T A K E IT EASY!

 何も分からない僕だけど、「旅は道連れ」とばかりに−緒に捜す。どうもこのデパートにはなさそうなので、とりあえず誰かに聞いてみようと提案する。玄関の所にお巡査さんらしき人が立っていたので聞いてみるが、「No speak English」だと。それじゃぁホテルで聞いてみよう。通りの向うに大きなホテルがあったのでフロントで聞いてみる。提案するのは僕で実際に尋ねるのはLuc。英語が母国語のL u cを差し置いて僕が下手な英語で聞くなんて!「〜turn to right and right〜」とか。ホテルを出て右に曲かって、大きな交差点をまた右に曲がって歩いて行くと、在りました在りましたマクドナルドの横にドラッグストアーが。Lucはお店の人に相談して15$で液体の喉薬を買いました。
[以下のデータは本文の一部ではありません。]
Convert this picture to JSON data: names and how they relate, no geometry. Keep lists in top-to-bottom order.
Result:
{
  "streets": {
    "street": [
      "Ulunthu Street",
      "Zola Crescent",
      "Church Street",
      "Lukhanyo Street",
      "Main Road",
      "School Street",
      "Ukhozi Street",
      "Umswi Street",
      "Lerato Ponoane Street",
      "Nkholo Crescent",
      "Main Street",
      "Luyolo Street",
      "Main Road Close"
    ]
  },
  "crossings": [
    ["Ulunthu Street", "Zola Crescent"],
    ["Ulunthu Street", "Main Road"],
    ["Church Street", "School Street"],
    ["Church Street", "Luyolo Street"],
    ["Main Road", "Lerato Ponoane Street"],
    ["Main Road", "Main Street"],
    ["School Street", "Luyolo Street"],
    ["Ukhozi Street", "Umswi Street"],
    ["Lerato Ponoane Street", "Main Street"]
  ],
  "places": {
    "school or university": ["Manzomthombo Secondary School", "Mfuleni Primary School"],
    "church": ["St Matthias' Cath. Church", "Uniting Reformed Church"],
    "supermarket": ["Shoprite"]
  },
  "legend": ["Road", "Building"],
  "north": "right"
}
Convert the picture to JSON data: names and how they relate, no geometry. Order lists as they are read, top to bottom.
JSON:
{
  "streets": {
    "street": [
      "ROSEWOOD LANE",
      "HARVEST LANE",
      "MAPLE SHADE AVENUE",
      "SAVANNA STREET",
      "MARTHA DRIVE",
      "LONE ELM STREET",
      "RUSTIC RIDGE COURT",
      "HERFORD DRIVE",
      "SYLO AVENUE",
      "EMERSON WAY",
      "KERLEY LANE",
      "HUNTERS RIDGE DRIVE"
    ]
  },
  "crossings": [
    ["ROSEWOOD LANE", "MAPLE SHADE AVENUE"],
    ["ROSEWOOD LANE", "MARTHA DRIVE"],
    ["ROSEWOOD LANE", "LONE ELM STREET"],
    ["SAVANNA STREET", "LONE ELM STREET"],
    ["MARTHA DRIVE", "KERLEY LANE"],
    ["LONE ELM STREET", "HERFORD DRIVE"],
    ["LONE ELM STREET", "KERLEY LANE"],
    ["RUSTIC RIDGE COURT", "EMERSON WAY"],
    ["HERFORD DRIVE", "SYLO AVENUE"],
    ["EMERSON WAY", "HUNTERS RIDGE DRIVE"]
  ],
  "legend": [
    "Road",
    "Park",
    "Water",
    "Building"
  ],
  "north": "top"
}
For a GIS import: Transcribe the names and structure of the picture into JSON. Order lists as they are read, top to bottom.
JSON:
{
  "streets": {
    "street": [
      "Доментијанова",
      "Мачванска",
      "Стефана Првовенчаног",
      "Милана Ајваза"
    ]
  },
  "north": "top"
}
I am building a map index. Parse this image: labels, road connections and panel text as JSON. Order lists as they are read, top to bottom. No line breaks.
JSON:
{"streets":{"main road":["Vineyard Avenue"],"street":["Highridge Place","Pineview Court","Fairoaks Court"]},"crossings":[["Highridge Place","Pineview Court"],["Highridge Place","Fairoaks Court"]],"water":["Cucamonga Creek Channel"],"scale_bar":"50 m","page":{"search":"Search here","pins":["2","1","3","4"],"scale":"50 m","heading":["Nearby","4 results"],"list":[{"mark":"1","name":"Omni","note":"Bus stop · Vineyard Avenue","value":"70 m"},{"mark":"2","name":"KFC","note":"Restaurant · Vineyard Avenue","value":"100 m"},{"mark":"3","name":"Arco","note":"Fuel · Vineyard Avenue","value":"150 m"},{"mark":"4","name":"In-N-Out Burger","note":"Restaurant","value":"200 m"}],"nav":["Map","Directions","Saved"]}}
 Lucが部屋に遊びに来ないかと言うのでためらわず付いて行く。相手が複数だったら僕もためらったに違いないが、1対1ということで自然に付き合うことが出来た。LucはMarco Polo Hotelのツインルームに一人で泊まっていた。僕の部屋より2ランク以上グレードの高い立派な部屋に。なんだかんだと自己紹介しながら、お土産を見せてもらう。Lucは香港に来る前にタイに1週間、マレーシアに3日寄って来たらしい。ファッションに興味があるのか土産はすべて服。ラコステのポロシャツを数枚、オールレザーのジャケットやらネクタイ等々。見るからに優しいLucはちゃんとこれはお母さんに、これは妹に、これは彼女にと抜かりない。彼が出してくれたビ一ルのせいか、僕もお粗末な英語ながら悪戦苦闘する。彼はオーストラリアの都会メルボルンに住んでいてレストランで働いているらしい。月給は約16万円。それで充分やって行けるらしい。年に一度のバカンスと決め込んで1ケ月の旅の最中らしい。香港で1週間遊んだら帰る予定とのこと。羨まし〜!土産の値段の話しになるとまったくややこしい。日本円・US$・HK$・AU$にタイのバーツまで顔を覗かせて、二人とも紙とペンを持って計算しまくる。ランプの下では僕の太陽電池電卓が大活躍。話しはどんどん進展して物価問題にまで発展する。Lucは僕の英語力を察してか、いや見破って〔一聞瞭然〕易しい単語を選んで話してくれるのが嬉しいしだいである。聞き辛い単語は紙に書いてくれるし、相手の身振り手振りに表情を見ればなんとかなるものだ。僕も話す前に頭の中で一応英作文してみるが、いつも途中で行き詰まる。それでも構わずえ〜いとばかりに話しかけ、行き詰まったら先はゼスチャーとそれらしい単語をぶちまけて。「言葉なんていかに自分の思いを伝えたいか」である、と自己弁護などして我が無学は棚の上。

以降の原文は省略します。